Na edição de janeiro de AU, número 154, publiquei
uma descontraída relação de obras humanas, e até
da natureza, que seriam as "dez mais". Como sempre, cheguei
tarde. Já havia um esperto suíço que, em troca de
dinheiro (para que outra coisa serve a Suíça?), enviava
a você a confirmação do seu voto em uma das sete novas
maravilhas do mundo que ele chamou de moderno.

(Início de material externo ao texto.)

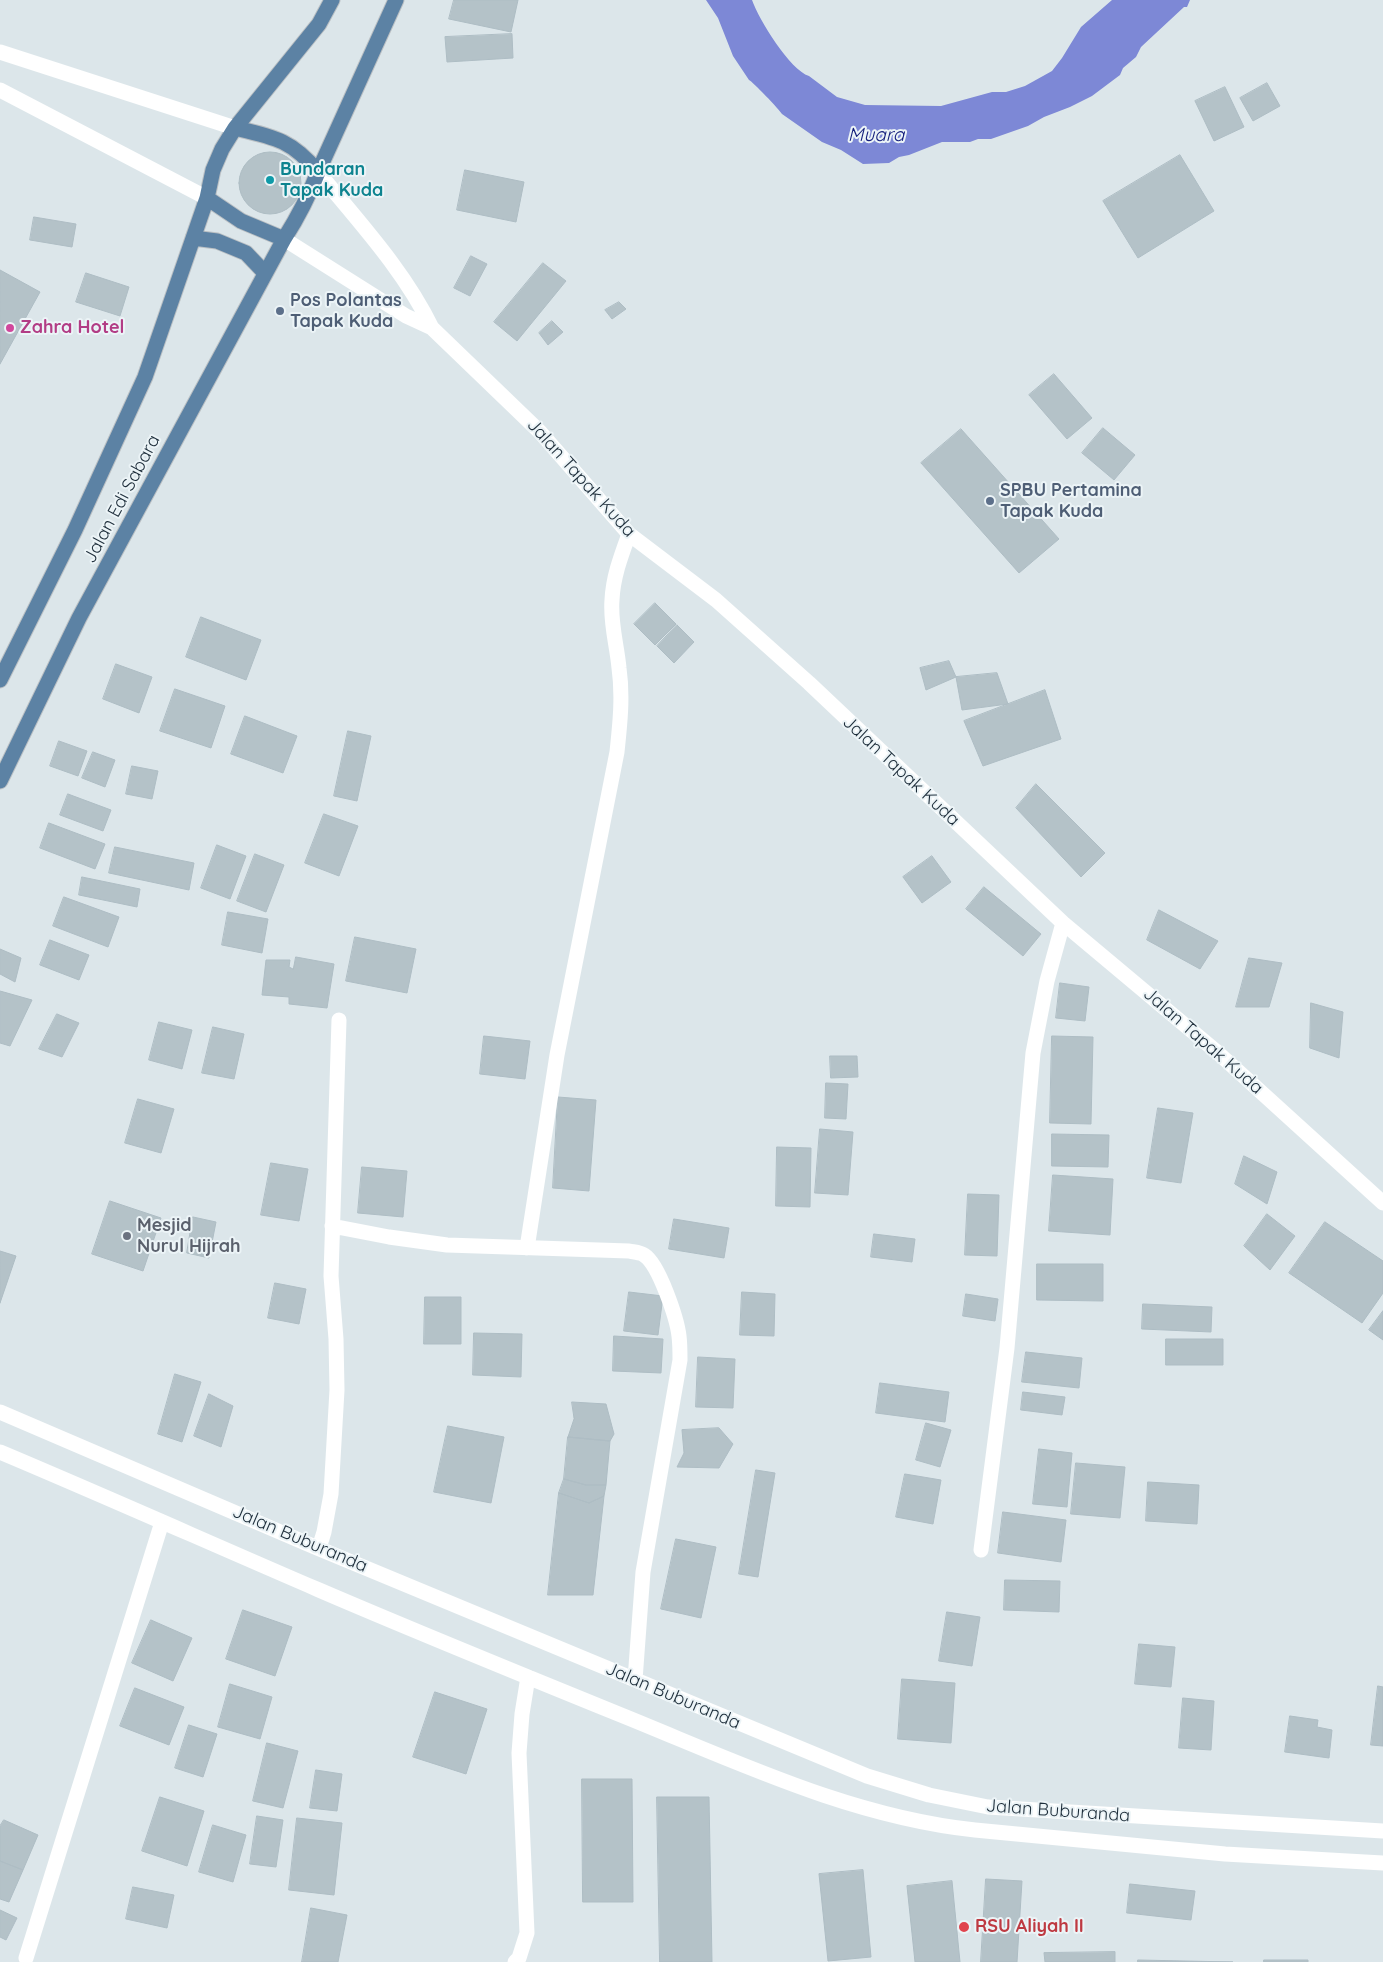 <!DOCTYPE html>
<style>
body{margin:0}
canvas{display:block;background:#dce6ea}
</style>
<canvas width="1383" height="1962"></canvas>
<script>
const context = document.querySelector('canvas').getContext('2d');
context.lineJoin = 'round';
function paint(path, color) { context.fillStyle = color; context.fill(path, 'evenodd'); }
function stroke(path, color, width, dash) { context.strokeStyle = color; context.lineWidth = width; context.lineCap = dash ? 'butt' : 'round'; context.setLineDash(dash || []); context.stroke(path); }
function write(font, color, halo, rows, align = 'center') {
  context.font = font + ' Quicksand,sans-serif'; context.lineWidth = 4; context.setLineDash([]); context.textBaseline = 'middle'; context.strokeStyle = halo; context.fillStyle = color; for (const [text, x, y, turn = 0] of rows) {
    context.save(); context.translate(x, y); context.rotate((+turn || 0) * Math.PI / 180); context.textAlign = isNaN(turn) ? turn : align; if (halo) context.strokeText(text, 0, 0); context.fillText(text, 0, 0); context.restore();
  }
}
paint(new Path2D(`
 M 706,0 L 752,0 C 759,20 790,70 809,76 L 837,97 L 865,105 L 941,106 L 992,92 L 1006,92 L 1025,86 L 1052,71 L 1062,58 L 1081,27 L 1112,0 L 1190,0 L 1187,7 L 1184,7 L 1141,47 L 1136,57 L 1123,68 L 1120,75 L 1092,96 L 1070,107 L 1044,117 L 1028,126 L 991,139 L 978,139 L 970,142 L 942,142 L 909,155 L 899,157 L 889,163 L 863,164 L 841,150 L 822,142 L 782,114 C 780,110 752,81 749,80 L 733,56 L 718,18 Z`), '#7d88d6');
const building = new Path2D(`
 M 454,0 L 518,0 L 511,32 L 449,19 Z
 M 512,34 L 513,58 L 447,62 L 445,37 Z
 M 1267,83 L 1280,106 L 1253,121 L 1240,98 Z
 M 1225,87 L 1244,127 L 1214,141 L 1195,101 Z
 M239 183a31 31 0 1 1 62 0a31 31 0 1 1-62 0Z
 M 1180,155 L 1214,211 L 1138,258 L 1103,201 Z
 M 465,170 L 524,182 L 516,222 L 457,210 Z
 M 34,217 L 76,224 L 72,247 L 30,240 Z
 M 471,256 L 487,264 L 470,296 L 454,288 Z
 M 543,263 L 566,281 L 517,341 L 494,322 Z
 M 0,270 L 40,292 L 0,364 Z
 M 86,273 L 129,287 L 120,316 L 76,302 Z
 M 619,302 L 626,309 L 612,319 L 605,310 Z
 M 552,321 L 563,332 L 548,345 L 539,333 Z
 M 1054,374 L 1092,418 L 1067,439 L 1029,395 Z
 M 1103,428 L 1135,455 L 1114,480 L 1082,453 Z
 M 961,429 L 1059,539 L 1019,573 L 921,463 Z
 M 655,603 L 676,624 L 655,645 L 634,624 Z
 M 201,617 L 261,640 L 246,680 L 186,657 Z
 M 677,625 L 694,642 L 674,663 L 657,646 Z
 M 949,661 L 956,677 L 926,690 L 920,668 Z
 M 116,664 L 152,677 L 139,713 L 103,699 Z
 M 997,673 L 1008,704 L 962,710 L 956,677 Z
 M 175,689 L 225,706 L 211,748 L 160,731 Z
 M 1045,690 L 1061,739 L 983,766 L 964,721 Z
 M 245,716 L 297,736 L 283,773 L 231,754 Z
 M 348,731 L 371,736 L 357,801 L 334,796 Z
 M 59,741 L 87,751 L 78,776 L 50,766 Z
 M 93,752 L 115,760 L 105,787 L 82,778 Z
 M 132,766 L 158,771 L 152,799 L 126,794 Z
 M 1036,784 L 1105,853 L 1081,877 L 1016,808 Z
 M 68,794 L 111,810 L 103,831 L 60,815 Z
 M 324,814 L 358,826 L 339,876 L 305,863 Z
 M 49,823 L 105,844 L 95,869 L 40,848 Z
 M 217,845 L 246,856 L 230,899 L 201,888 Z
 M 115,847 L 194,863 L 189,890 L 109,873 Z
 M 255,854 L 284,865 L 266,912 L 237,901 Z
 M 932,856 L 951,882 L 922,903 L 903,877 Z
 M 82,877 L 140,889 L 137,907 L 79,895 Z
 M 984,887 L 1041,934 L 1023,956 L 966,909 Z
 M 64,897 L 119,917 L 108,947 L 53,926 Z
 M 1159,910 L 1218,941 L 1200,969 L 1147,940 Z
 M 228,912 L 268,919 L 262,953 L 222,945 Z
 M 355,937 L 416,949 L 407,993 L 346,981 Z
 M 50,940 L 89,955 L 79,980 L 40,965 Z
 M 0,949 L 21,958 L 15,982 L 0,974 Z
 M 296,957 L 334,964 L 327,1008 L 289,1004 L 289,997 L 262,995 L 266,960 L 290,960 L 289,967 L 293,969 Z
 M 1249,958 L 1282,963 L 1269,1007 L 1236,1007 Z
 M 1060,983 L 1089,987 L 1085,1021 L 1056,1018 Z
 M 0,991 L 32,1000 L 10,1046 L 0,1043 Z
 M 1311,1003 L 1343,1012 L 1339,1058 L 1310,1048 Z
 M 57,1014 L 79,1023 L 62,1057 L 39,1049 Z
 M 159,1022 L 192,1030 L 182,1069 L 149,1060 Z
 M 213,1027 L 244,1034 L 234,1079 L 202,1073 Z
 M 484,1036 L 530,1041 L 525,1079 L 480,1074 Z
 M 1052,1036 L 1093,1037 L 1091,1124 L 1050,1123 Z
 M 830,1056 L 857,1056 L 858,1077 L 831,1078 Z
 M 826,1083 L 848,1084 L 846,1119 L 825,1118 Z
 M 558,1097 L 596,1100 L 589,1191 L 553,1188 Z
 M 138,1099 L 174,1109 L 161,1153 L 125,1143 Z
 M 1158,1108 L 1193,1113 L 1181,1183 L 1147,1178 Z
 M 820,1129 L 853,1132 L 848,1195 L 815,1193 Z
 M 1052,1134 L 1109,1135 L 1108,1167 L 1052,1166 Z
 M 777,1147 L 811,1148 L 810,1207 L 776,1206 Z
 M 1244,1156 L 1277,1172 L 1267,1204 L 1235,1184 Z
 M 271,1163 L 308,1169 L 299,1221 L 261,1215 Z
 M 362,1167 L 407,1171 L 403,1217 L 358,1213 Z
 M 1053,1175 L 1113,1179 L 1110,1235 L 1049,1231 Z
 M 968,1194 L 999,1195 L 997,1256 L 965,1255 Z
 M 110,1201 L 161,1218 L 143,1271 L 92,1254 Z
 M 1267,1214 L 1295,1236 L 1270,1270 L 1244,1246 Z
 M 193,1217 L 216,1222 L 209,1258 L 187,1253 Z
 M 674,1219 L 729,1228 L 724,1258 L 669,1249 Z
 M 1325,1222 L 1383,1261 L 1383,1293 L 1362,1323 L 1289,1273 Z
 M 874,1234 L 915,1239 L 912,1262 L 871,1257 Z
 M 0,1251 L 16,1256 L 0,1303 Z
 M 1037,1264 L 1103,1264 L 1103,1301 L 1037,1300 Z
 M 275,1283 L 306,1289 L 299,1324 L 268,1318 Z
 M 629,1292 L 663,1296 L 658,1335 L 624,1331 Z
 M 742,1292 L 775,1294 L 774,1336 L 740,1335 Z
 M 966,1294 L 998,1299 L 995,1321 L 963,1316 Z
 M 425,1297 L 461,1297 L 461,1344 L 424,1344 Z
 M 1143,1304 L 1212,1307 L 1211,1332 L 1142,1329 Z
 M 1383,1311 L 1383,1340 L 1369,1330 Z
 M 474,1333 L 522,1334 L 521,1377 L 473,1375 Z
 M 614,1336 L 663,1339 L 661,1373 L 613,1371 Z
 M 1166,1339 L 1223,1339 L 1223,1365 L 1166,1365 Z
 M 1026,1352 L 1082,1358 L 1079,1388 L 1022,1382 Z
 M 698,1357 L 735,1359 L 733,1408 L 696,1407 Z
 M 175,1374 L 201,1382 L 182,1442 L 158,1434 Z
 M 880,1383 L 949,1392 L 945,1422 L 876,1413 Z
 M 1023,1392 L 1065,1397 L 1062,1415 L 1021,1410 Z
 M 209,1394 L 233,1406 L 221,1447 L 194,1436 Z
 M 572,1402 L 606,1404 L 614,1434 L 610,1441 L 568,1437 L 574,1419 Z
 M 926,1423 L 951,1430 L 940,1467 L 916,1460 Z
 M 448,1426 L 504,1437 L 491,1503 L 434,1492 Z
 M 719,1428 L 733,1444 L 719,1468 L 677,1467 L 684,1453 L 682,1430 Z
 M 568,1437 L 610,1441 L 606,1485 L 586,1485 L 564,1479 Z
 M 1039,1449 L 1072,1453 L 1067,1507 L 1033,1504 Z
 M 1076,1463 L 1125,1467 L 1120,1518 L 1071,1514 Z
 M 756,1470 L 775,1473 L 758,1577 L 739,1574 Z
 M 905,1474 L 941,1480 L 933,1524 L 896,1517 Z
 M 564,1479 L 586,1485 L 606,1485 L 604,1496 L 589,1503 L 559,1493 Z
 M 1148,1482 L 1199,1485 L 1197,1524 L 1146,1521 Z
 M 559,1493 L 589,1503 L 604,1496 L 593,1595 L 548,1595 Z
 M 1003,1512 L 1066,1520 L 1061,1562 L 998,1553 Z
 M 676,1539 L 716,1547 L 701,1618 L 661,1609 Z
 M 1005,1580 L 1060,1581 L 1059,1612 L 1004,1610 Z
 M 243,1610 L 292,1627 L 275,1676 L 226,1659 Z
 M 947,1612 L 980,1617 L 972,1666 L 939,1661 Z
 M 151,1620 L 192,1638 L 173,1681 L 132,1663 Z
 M 1139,1644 L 1175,1647 L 1171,1687 L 1135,1684 Z
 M 902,1679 L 955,1683 L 951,1743 L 898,1739 Z
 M 230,1684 L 272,1697 L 260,1739 L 218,1727 Z
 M 1378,1686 L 1383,1687 L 1383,1746 L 1371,1745 Z
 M 135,1688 L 184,1707 L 169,1745 L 120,1726 Z
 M 435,1692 L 487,1709 L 466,1774 L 413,1757 Z
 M 1183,1698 L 1214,1701 L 1211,1750 L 1179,1748 Z
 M 1290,1716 L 1318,1720 L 1317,1727 L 1332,1730 L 1329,1758 L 1285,1752 Z
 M 189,1725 L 217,1734 L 203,1777 L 175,1768 Z
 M 267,1743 L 298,1751 L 283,1808 L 253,1801 Z
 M 316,1770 L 342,1774 L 337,1811 L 310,1808 Z
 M 582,1779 L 632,1779 L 633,1902 L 583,1902 Z
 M 160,1797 L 204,1811 L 187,1866 L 142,1851 Z
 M 657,1797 L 709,1797 L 712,1962 L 660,1962 Z
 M 257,1816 L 283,1820 L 276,1867 L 250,1864 Z
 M 297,1818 L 342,1823 L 334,1895 L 289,1890 Z
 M 4,1820 L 38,1835 L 23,1870 L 0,1861 L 0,1826 Z
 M 213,1825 L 246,1835 L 233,1882 L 199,1872 Z
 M 0,1861 L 23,1870 L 9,1902 L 0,1899 Z
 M 863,1870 L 871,1957 L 828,1961 L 819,1874 Z
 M 986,1879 L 1022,1881 L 1017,1962 L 981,1962 Z
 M 952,1881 L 960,1962 L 915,1962 L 907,1886 Z
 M 1130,1884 L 1195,1891 L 1191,1920 L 1127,1913 Z
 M 133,1887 L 174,1895 L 167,1928 L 126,1919 Z
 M 311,1908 L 347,1915 L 338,1962 L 302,1962 Z
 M 0,1910 L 17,1918 L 6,1940 L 0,1937 Z
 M 1115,1952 L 1115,1962 L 1045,1962 L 1044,1953 Z
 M 1138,1960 L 1233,1962 L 1138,1962 Z
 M 1264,1960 L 1308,1960 L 1308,1962 L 1264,1962 Z`);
paint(building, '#b4c2c8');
stroke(building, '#aebdc4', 1);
const major = new Path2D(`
 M 235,128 C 274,137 292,140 318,172
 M 207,198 L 241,221 L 284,239
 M 193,238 L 217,241 L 246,253 L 265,273
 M 0,680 L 75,530 L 145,377 L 207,198 L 213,170 L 222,149 L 235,128 L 319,24 L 332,0
 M 0,781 L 79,618 L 284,239 C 298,217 309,196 318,172 L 396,0`);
stroke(major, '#bbc0c4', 17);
stroke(new Path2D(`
 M 0,52 L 235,128
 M 0,90 L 207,198
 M 318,172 C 358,221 404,270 432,328
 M 284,239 L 406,316 L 432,328 L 540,432 L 629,534 L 716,600 L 809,683 L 1063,923 L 1217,1052 L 1383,1203
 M 332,1226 L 389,1237 L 447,1245 L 629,1251 C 633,1252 640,1252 644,1255 C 659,1264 677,1319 679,1336 C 680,1344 680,1352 680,1360 L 643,1572 L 635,1680
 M 527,1248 L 557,1055 L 617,752 C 620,724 623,696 619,668 C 617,645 610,623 612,600 C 613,577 621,556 629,534
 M 0,1412 L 315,1547 L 867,1776 L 929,1795 L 988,1807 L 1383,1831
 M 0,1452 C 107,1497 212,1544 319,1590 C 419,1633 520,1674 621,1715 C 735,1761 851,1817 975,1830 L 1225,1854 L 1383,1863
 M 319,1548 L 324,1532 L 331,1494 L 337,1390 L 336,1339 L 331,1276 L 339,1020
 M 981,1550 L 1007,1348 L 1033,1053 L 1047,981 L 1063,923
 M 26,1958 L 162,1522
 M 515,1962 L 519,1958 L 527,1933 L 519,1753 L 522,1714 L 528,1677`), '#fff', 15);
stroke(major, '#5c82a4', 15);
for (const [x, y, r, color] of [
 [270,180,5,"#0f9aa8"],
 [280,311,5,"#5c6f8a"],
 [10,328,5,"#d1479c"],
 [990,501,5,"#5c6f8a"],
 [127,1236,5,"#6b7280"],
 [964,1927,6,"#e0444e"]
]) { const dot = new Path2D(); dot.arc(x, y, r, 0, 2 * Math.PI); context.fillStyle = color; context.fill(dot); stroke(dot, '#ecf4f7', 2); }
write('bold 18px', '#0d838f', '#ecf4f7', [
 ["Bundaran",280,170],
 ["Tapak Kuda",280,191]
], 'left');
write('bold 18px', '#4e5e75', '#ecf4f7', [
 ["Pos Polantas",290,301],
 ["Tapak Kuda",290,322],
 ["SPBU Pertamina",1000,491],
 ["Tapak Kuda",1000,512]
], 'left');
write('bold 18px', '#b23c85', '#ecf4f7', [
 ["Zahra Hotel",20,328]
], 'left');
write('18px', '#1d2d3a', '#ecf4f7', [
 ["Jalan Tapak Kuda",581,478,48],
 ["Jalan Edi Sabara",122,499,-62],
 ["Jalan Tapak Kuda",901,771,43],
 ["Jalan Tapak Kuda",1203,1041,41],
 ["Jalan Buburanda",300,1539,23],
 ["Jalan Buburanda",673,1696,23],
 ["Jalan Buburanda",1058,1811,4]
]);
write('bold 18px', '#5b616d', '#ecf4f7', [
 ["Mesjid",137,1226],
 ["Nurul Hijrah",137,1247]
], 'left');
write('bold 18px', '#be3a42', '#ecf4f7', [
 ["RSU Aliyah II",975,1927]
], 'left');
write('italic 19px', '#121d7b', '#ecf4f7', [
 ["Muara",876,135]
]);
</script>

Tudo pela internet, é
claro. Cem milhões de pessoas pagaram dez dólares cada uma
para participar da votação.
A relação é questionável, como qualquer
outra, e talvez seu maior mérito seja chamar a atenção
da população do mundo para as obras de arquitetura e engenharia
construídas na Terra. Só por isso, pela lembrança
da nossa profissão, esse suíço que fala várias
línguas (suíço, belga, canadense, australiano e austríaco)
merece o nosso agradecimento.
Há uma diferença entre o que se considera no presente ou
no passado uma melhor arquitetura para um ou outro edifício e uma
obra mais impressionante. Entre as obras fabulosas, a maior parte é
de engenharia, conhecidas apenas por especialistas e às vezes até
invisíveis, quando enterradas. Mas para os que sabem da sua existência,
são tão impressionantes quanto as grandes obras de arquitetura,
muito embora uma boa parte de sua beleza esteja no fantástico processo
de construção.
Então por justiça para com nossos colegas engenheiros,
vamos citar algumas obras absolutamente notáveis, sem preocupação
de ordem:
O canal de Panamá e o de Corinto (Hellas/Grécia)
O acelerador de partículas de 27 km de diâmetro,
a centenas de metros de profundidade, ocupando a France e a Suisse, próximo
a Genève
As barragens e usinas de Três Gargantas (Império
do Meio, vulgo China), o Hoover Dam (Colorado, USA), Itaipu (Brasil),
a barragem de Aswan e a transferência dos templos de Abu-Simbel
(Egito)
As pontes do Porto e a Torre Eiffel (Porto/Portugal, Paris/France)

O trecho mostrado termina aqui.